Chalk had spared no expense to get them these accommodations. It was a lavish suite, hung with outworld draperies that throbbed and flickered with inner light. The spun-glass ornaments on the table, warmed in the hand, would sing sweet melodies. They were costly. The bed in his room was wide enough to hold a regiment. Hers was round and revolved at the touch of a switch. There were mirrors in the bedroom ceilings. At an adjustment, they contorted into diamond facets; at another, they became splintered shards; at another, they provided a steady reflection, larger and sharper than life. They could also be opaqued. Burris did not doubt that the rooms could play other tricks as well.

“Dinner tonight is in the Galactic Room,” Aoudad announced. “You’ll hold a press conference at eleven tomorrow morning. You meet with Chalk in the afternoon. The following morning you leave for the Pole.”

“Splendid.” Burris sat.

“Shall I have a doctor up to look at the leg?”

“It won’t be necessary.”

“I’ll be back in an hour and a half to escort you to dinner. You’ll find clothes in the closets.”

Aoudad took his leave.

Lena’s eyes were shining. She was in wonderland. Burris himself, not easily impressed by luxury, was at least interested in the extent of the comforts. He smiled at her. Her glow deepened. He winked.

“Let’s look around again,” she murmured.

They toured the suite. Her room, his, the kitchen. She touched the program node of the food bank. “We could eat here tonight,” he suggested. “If you prefer, we can get everything we need.”

“Let’s go out, though.”

“Of course.”

He did not need to shave, nor even to wash: small mercies of his new skin.

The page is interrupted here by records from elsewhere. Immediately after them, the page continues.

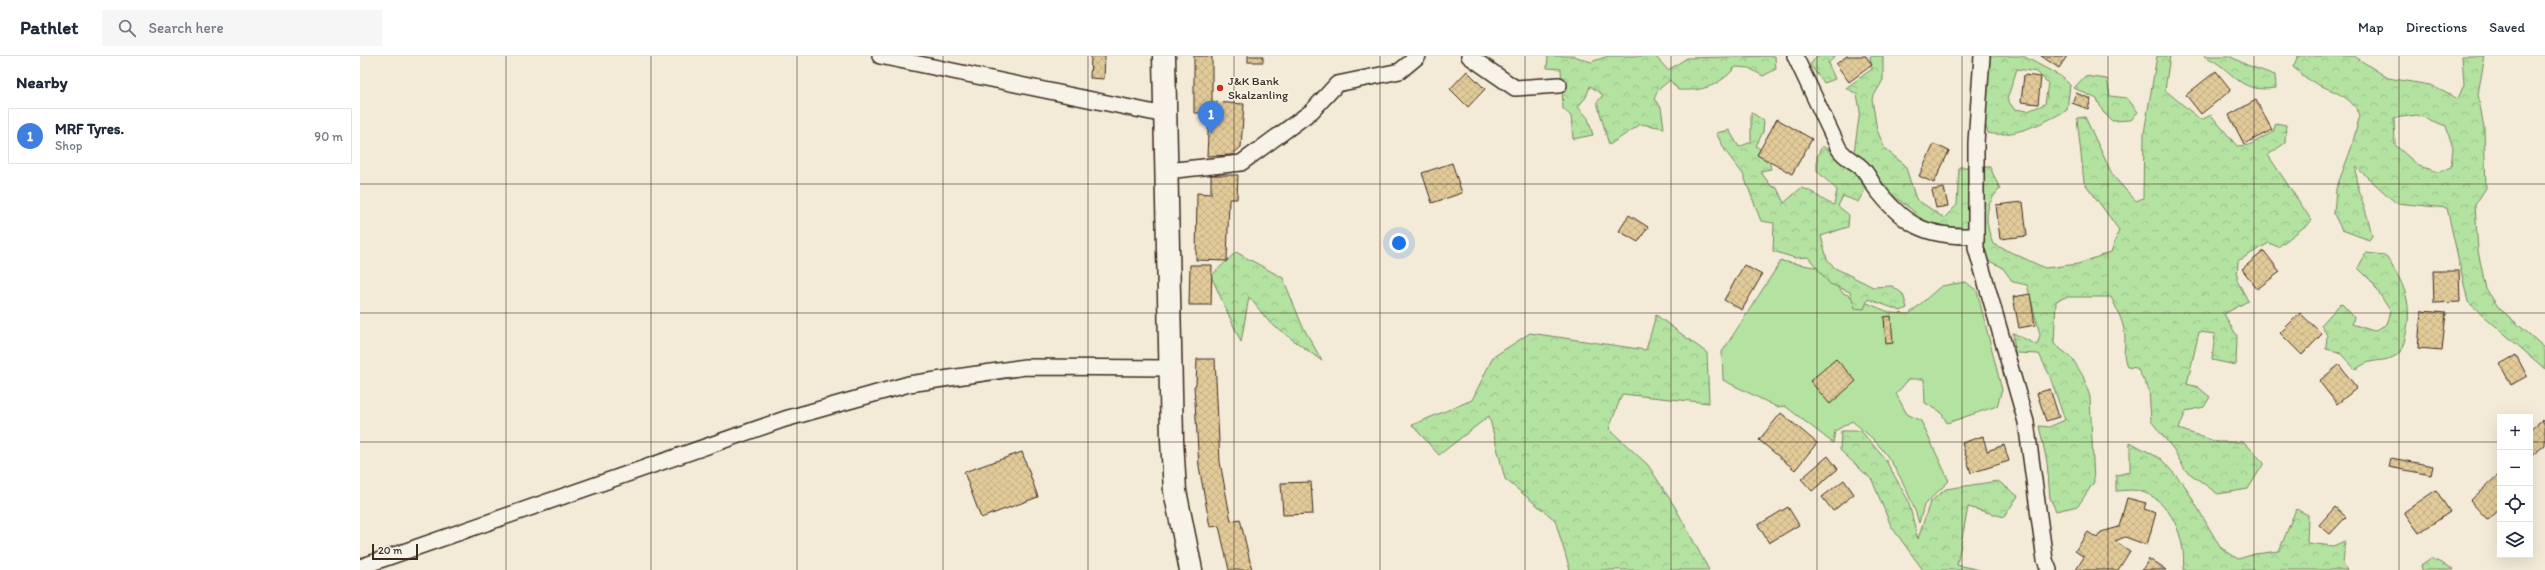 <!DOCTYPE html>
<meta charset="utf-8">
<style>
:root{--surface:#fff;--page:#f6f6f7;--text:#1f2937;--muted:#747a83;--line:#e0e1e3;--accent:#c8321e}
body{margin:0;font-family:Itim,sans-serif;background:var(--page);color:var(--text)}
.controls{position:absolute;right:12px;bottom:12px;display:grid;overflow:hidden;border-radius:0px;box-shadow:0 4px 16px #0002}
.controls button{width:36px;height:36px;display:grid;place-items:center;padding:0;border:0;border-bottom:1px solid var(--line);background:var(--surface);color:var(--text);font:20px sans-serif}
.scale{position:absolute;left:12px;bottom:10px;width:46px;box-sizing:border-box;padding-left:4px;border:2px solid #3b2a1e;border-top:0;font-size:11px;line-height:14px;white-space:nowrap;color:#3b2a1e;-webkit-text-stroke:3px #f7f3e8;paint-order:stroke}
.you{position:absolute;left:1039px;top:187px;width:14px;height:14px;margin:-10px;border:3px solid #fff;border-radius:50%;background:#1a73e8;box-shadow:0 0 0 6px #1a73e833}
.badge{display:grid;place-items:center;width:26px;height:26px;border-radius:50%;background:var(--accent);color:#fff;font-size:13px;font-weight:700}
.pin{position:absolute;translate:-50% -33px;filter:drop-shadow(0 1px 2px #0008)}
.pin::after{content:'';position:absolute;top:21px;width:14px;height:12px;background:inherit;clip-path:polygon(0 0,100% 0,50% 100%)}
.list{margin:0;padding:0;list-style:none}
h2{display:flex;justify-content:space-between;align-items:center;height:52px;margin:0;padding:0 16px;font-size:17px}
h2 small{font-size:13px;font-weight:400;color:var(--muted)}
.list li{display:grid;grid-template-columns:26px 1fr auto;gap:12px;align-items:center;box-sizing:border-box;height:56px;margin:0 8px 8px;padding:0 8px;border:1px solid var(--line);border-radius:0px}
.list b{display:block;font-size:15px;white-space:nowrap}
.list p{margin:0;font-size:13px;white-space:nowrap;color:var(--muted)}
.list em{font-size:13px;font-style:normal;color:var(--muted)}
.icon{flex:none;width:22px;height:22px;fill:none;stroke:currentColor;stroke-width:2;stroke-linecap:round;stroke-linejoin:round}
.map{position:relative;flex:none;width:2185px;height:514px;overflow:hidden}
header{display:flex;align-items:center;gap:24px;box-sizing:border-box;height:56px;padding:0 20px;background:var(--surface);border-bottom:1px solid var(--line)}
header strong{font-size:19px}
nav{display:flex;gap:22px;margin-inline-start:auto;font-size:14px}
.search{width:280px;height:36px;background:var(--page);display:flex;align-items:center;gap:10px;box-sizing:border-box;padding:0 14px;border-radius:0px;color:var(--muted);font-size:15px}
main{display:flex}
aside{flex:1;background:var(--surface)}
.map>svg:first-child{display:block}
.green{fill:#b3e2a1;stroke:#778660}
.forest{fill:url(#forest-crowns);stroke:#778660;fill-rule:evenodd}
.building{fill:url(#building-cross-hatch);stroke:#3b2a1e}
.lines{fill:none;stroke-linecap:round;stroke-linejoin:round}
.minor-casing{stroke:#3b2a1e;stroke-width:18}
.highway-casing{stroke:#3b2a1e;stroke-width:25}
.minor{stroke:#f7f3e8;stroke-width:15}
.highway{stroke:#f7f3e8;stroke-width:22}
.grid{fill:none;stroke:#3b2a1e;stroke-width:1;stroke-opacity:0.55}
.poi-dot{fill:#c8321e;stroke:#f7f3e8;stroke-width:1.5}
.labels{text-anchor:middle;stroke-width:3;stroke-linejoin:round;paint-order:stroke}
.poi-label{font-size:12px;fill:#3b2a1e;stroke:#f7f3e8;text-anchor:start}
</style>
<header>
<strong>Pathlet</strong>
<div class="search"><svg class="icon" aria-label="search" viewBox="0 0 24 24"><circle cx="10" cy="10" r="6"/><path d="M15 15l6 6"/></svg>Search here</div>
<nav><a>Map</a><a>Directions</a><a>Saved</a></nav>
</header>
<main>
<aside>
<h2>Nearby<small></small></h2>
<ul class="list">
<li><span class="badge" style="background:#3f7fe0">1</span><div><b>MRF Tyres.</b><p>Shop</p></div><em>90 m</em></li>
</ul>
</aside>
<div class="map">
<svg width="2185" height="514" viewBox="0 0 2185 514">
<defs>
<pattern id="forest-crowns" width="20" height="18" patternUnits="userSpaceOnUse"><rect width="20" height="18" fill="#b3e2a1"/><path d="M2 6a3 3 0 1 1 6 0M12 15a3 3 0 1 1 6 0" fill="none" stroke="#9bc28a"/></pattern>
<pattern id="building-cross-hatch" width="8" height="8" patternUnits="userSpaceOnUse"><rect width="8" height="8" fill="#e2ca99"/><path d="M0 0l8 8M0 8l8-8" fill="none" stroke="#c3ae83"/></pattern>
</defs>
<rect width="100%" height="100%" fill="#f3ebd8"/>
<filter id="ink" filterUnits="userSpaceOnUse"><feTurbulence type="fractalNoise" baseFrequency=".025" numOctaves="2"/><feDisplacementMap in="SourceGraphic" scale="8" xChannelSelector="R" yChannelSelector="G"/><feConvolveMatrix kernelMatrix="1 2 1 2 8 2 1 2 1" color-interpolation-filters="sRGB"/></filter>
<g filter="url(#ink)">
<!-- green -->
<path class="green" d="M1421 205 1460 212 1483 237 1531 257 1549 258 1581 230 1606 226 1617 235 1642 334 1637 350 1587 367 1581 356 1565 347 1564 323H1549L1536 338 1547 358 1561 365 1589 425 1564 449 1559 467C1551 440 1535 406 1515 385 1508 378 1499 371 1492 365L1475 375 1473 387 1425 350 1417 351 1363 324 1362 296Z"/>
<!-- forest -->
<g class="forest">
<path d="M1188 0H1214L1231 6 1248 0H1295L1308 14 1327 2 1415 0 1416 13 1403 20 1389 12 1376 11C1357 31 1344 35 1318 34L1310 24 1298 34 1294 43 1301 51 1304 72 1281 68 1249 89 1237 46 1243 39 1230 30 1226 41 1218 51 1228 62 1233 79 1213 83 1211 60 1203 53 1201 13 1187 12Z"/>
<path d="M1457 0H1476L1468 7 1475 23 1464 27 1450 9Z"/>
<path d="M1510 0H1523V24L1512 43 1517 74 1525 93 1545 109 1556 143 1584 162 1597 149 1599 111H1630L1640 133C1623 149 1625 167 1633 188L1685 212 1718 208 1751 196 1759 174 1724 126 1717 62 1725 61 1753 120 1776 145 1783 142 1784 77 1797 0H1810L1805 34 1841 64 1851 59 1877 90 1889 89 1913 76 1916 67 1926 69 1925 87 1908 99 1952 165 1918 191 1909 187 1878 205 1877 224 1888 245 1864 258 1877 280 1876 309 1852 304 1855 278 1839 276 1827 328 1838 331 1850 341 1844 351 1826 355 1819 373 1857 386H1884L1904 407 1888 433 1858 438 1825 414 1814 394 1791 365 1789 334 1777 312 1767 311C1762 296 1765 297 1765 283 1765 268 1757 254 1751 241H1706L1696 245 1694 288 1712 302 1723 320 1730 341 1734 426 1718 450 1696 455 1690 442 1687 406 1679 370 1689 371 1705 364 1689 318 1679 298 1655 297 1653 277 1677 289 1680 279 1667 229 1653 226 1642 211 1622 202 1619 189 1563 169 1552 154 1516 126 1494 96 1500 55 1497 38 1486 32 1512 13Z"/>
<path d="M1630 0H1663L1702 21 1710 29 1707 54C1686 66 1651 83 1628 77L1623 61ZM1657 13 1677 16 1688 27 1685 48 1668 55 1654 53 1647 43Z"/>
<path d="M1844 0H1869L1887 9 1915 19 1916 32C1876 38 1875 13 1844 0Z"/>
<path d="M1938 0H1994L2028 22 2070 29 2098 43 2104 28 2102 0H2125L2118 38 2124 72 2126 132 2115 149 2118 195 2126 233 2139 252 2185 292V313L2108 246 2087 152 2036 147 1996 111C1996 135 2008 156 2012 180L2009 184 1982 174 1974 158 1976 133 1991 93 2000 59C1989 36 1967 35 1948 23 1943 20 1938 15 1933 11ZM2057 59 2086 70 2093 92 2091 111 2079 116 2059 110 2035 89 2034 62Z"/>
<path d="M1725 20 1747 23 1750 40 1767 42 1778 56 1771 64 1752 65 1743 56 1737 43 1714 32Z"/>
<path d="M1391 56 1404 65 1403 76 1396 90 1408 99 1411 113 1400 115 1411 130 1417 132 1424 147 1441 132C1454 134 1459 144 1474 149L1477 134 1457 115V101L1462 90 1474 97 1507 130 1498 146 1483 140 1478 150 1489 159 1488 171 1461 180 1467 203 1475 212 1513 231 1532 230 1543 238 1547 252 1541 255 1508 243 1504 253 1495 252 1490 236 1470 228 1448 201 1435 202 1413 195 1414 167 1401 165 1383 118 1366 96 1356 77 1369 74 1379 91 1391 86Z"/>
<path d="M876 196 923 222 942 269 962 305 910 267 889 241 881 286 851 220Z"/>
<path d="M2006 197 2025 199C2049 234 2055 254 2041 296 2028 306 2024 303 2010 306 2005 307 2000 311 1995 313L1979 296 1966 293 1967 279 1961 269 1981 247 1994 261 1992 268 2014 275 2027 268 2031 256 2012 226 1998 212Z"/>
<path d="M1296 259 1347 297 1349 347 1262 338 1249 373 1288 409 1315 451 1349 514H1210L1195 464 1145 423 1129 360 1079 399 1052 369 1112 344 1133 301 1170 277 1286 294Z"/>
<path d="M1481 375H1501L1525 403 1548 444 1558 483 1570 446 1586 433 1638 425 1658 440 1644 461 1608 451 1597 509 1620 514H1563L1531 470 1512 424 1480 394Z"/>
<path d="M1770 386 1801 403 1825 430 1860 491 1878 503 1895 498 1919 495 1936 453 1948 459 1947 487 1973 490 1985 485 1983 508 1988 514H1823C1827 485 1811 441 1778 435 1771 433 1763 435 1756 435V419L1770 416Z"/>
<path d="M2071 502 2093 513 2094 514H2062L2061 509Z"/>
</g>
<!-- building -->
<g class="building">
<path d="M731 0H745L744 23 730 22Z"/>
<path d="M834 0H852V46L884 48 881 91 872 99 847 100 849 57H834Z"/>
<rect x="888" y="0" width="15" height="6"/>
<path d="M1487 0H1506L1512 9 1489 26 1476 8Z"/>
<path d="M1681 0H1707L1699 12Z"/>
<path d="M1107 15 1125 33 1108 51 1090 33Z"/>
<path d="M1856 15 1871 34 1841 58 1826 39Z"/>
<path d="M1664 19 1681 21 1678 48 1661 46Z"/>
<path d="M1716 37 1731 43 1728 53 1712 47Z"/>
<path d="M1896 44 1912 74 1884 88 1869 59Z"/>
<path d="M1417 63 1452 83 1432 118 1397 99Z"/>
<path d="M1574 88 1589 95 1574 127 1559 120Z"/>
<path d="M1092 107 1102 137 1072 147 1062 117Z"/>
<path d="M851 119H878L877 143H869L867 205 836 204 837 137 851 138Z"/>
<path d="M1584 132 1588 150 1576 152 1572 134Z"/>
<path d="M1663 146 1667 180 1640 183 1636 149Z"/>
<path d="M1269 159 1288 171 1278 186 1259 175Z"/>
<path d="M1904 195 1920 216 1897 233 1882 213Z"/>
<path d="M830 209H852L851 249H829Z"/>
<path d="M1384 209 1402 219 1382 254 1364 244Z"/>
<path d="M2073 215H2099L2100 246 2074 247Z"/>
<path d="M1670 238 1675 269 1659 272 1653 241Z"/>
<path d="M2061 255 2086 257 2082 294 2058 292Z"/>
<path d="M1940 257 1962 278 1942 299 1920 277Z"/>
<path d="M1531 260 1533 287 1526 288 1524 261Z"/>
<path d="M2156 299 2167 320 2151 329 2140 308Z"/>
<path d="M837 303H855L860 406 871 465 880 463 892 514H869L859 470 850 471 839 410 834 330 836 329Z"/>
<path d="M1476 303 1496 325 1470 348 1450 325Z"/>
<path d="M1979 309 1997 332 1977 348 1959 325Z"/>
<path d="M1690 333 1699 361 1686 365 1677 337Z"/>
<path d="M1421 357 1457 387 1435 414 1399 384Z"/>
<path d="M2182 364 2185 369V389L2170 401V374Z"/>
<path d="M1623 380 1627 395 1644 389 1649 405 1611 417 1602 387Z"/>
<path d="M662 396 678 441 621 462 604 416Z"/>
<path d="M1468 400 1478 413 1452 435 1441 423Z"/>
<path d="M2031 402 2073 410 2071 419 2029 411Z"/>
<path d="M2137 420 2140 423V453L2128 464 2110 445Z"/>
<path d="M1484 424 1494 438 1473 455 1462 441Z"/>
<path d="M951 426 953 458 923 459 921 427Z"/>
<path d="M2076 434 2090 456 2059 477 2044 456Z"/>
<path d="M1767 442 1786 447 1784 453 1796 457 1787 489 1765 481 1755 485 1770 495 1758 514H1716L1724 501 1715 495 1728 476 1737 482 1741 476 1759 471Z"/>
<path d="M1428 451 1439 469 1409 487 1398 469Z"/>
<path d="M1975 451 1986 461 1970 478 1959 469Z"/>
<path d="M1789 503 1806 514H1782Z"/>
</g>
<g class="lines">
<!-- minor casing -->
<g class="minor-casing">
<g id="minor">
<path d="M520 0 805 59"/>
<path d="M1109 0 1155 32 1199 29"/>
<path d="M1435 0 1479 93C1487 104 1494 104 1502 112 1508 118 1512 128 1518 135 1547 172 1569 181 1616 180"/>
<path d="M1622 0 1616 87V192L1666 366 1685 504 1689 514"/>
<path d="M806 115 881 107 952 55 977 28 1040 15 1058 0"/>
<path d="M0 511 425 363 549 328 665 311 810 312"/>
</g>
</g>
<!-- highway casing -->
<g class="highway-casing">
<path id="highway" d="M804 0 812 384 815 435 831 514"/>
</g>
<!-- minor -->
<use href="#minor" class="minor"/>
<!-- highway -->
<use href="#highway" class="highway"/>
</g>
</g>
<!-- grid -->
<path class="grid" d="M146 0V514M291 0V514M437 0V514M583 0V514M728 0V514M874 0V514M1020 0V514M1165 0V514M1311 0V514M1457 0V514M1602 0V514M1748 0V514M1894 0V514M2039 0V514M0 128H2185M0 257H2185M0 386H2140M2170 386H2185"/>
<!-- markers -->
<circle class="poi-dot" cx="860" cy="32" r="4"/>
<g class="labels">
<!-- poi labels -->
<g class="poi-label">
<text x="868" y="29">J&amp;K Bank<tspan x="868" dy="14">Skalzanling</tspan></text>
</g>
</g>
</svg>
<div class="controls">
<button>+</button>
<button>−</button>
<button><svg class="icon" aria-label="locate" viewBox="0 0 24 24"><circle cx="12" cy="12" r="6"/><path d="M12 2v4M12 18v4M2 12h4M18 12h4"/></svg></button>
<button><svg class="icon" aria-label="layers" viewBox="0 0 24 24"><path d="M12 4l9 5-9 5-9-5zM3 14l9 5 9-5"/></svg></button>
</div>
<div class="scale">20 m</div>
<div class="you"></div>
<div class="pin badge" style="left:851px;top:78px;background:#3f7fe0">1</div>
</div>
</main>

But Lona was more nearly human. He left her in her room, staring at the vibraspray mounted in its cubicle. Its control panel was nearly as complex as that of a starship. Well, let her play with it.

He inspected his wardrobe.

They had stocked him as though he were going to be the star of a tridim drama. On one shelf were some twenty sprayon cans, each with its bright portrayal of its contents. In this one, green dinner jacket and lustrous purple-threaded tunic. In this, a single flowing robe decked with self-generating light. Here, a gaudy peacock thing with epaulets and jutting ribs. His own tastes ran to simpler designs, even to more conventional materials. Linen, cotton, the ancient fabrics. But his private tastes did not govern this enterprise. Left to his private tastes, he would be huddling in his flaking room in the Martlet Towers, talking to his own ghost. Here he was, a volunteer puppet dancing on Chalk’s strings, and he had to dance the proper paces. This was his purgatory. He chose the epaulets and ribs.

Now, would the sprayon work?

His skin was strange in its porosity and other physical properties. It might reject the garment. Or—a waking nightmare—it might patiently undo the clinging molecules, so that in the twinkling of an eye his clothing shredded at the Galactic Room, leaving him not merely naked in a throng but exposed in all his eerie otherness. He would chance it. Let them look. Let them see everything. The image crossed his mind of Elise Prolisse putting a hand to a secret stud and obliterating her black shroud in an instant, unveiling the white temptations. These clothes were unreliable. So be it. Burris stripped and inserted the sprayon can in the dispenser. He stepped beneath it.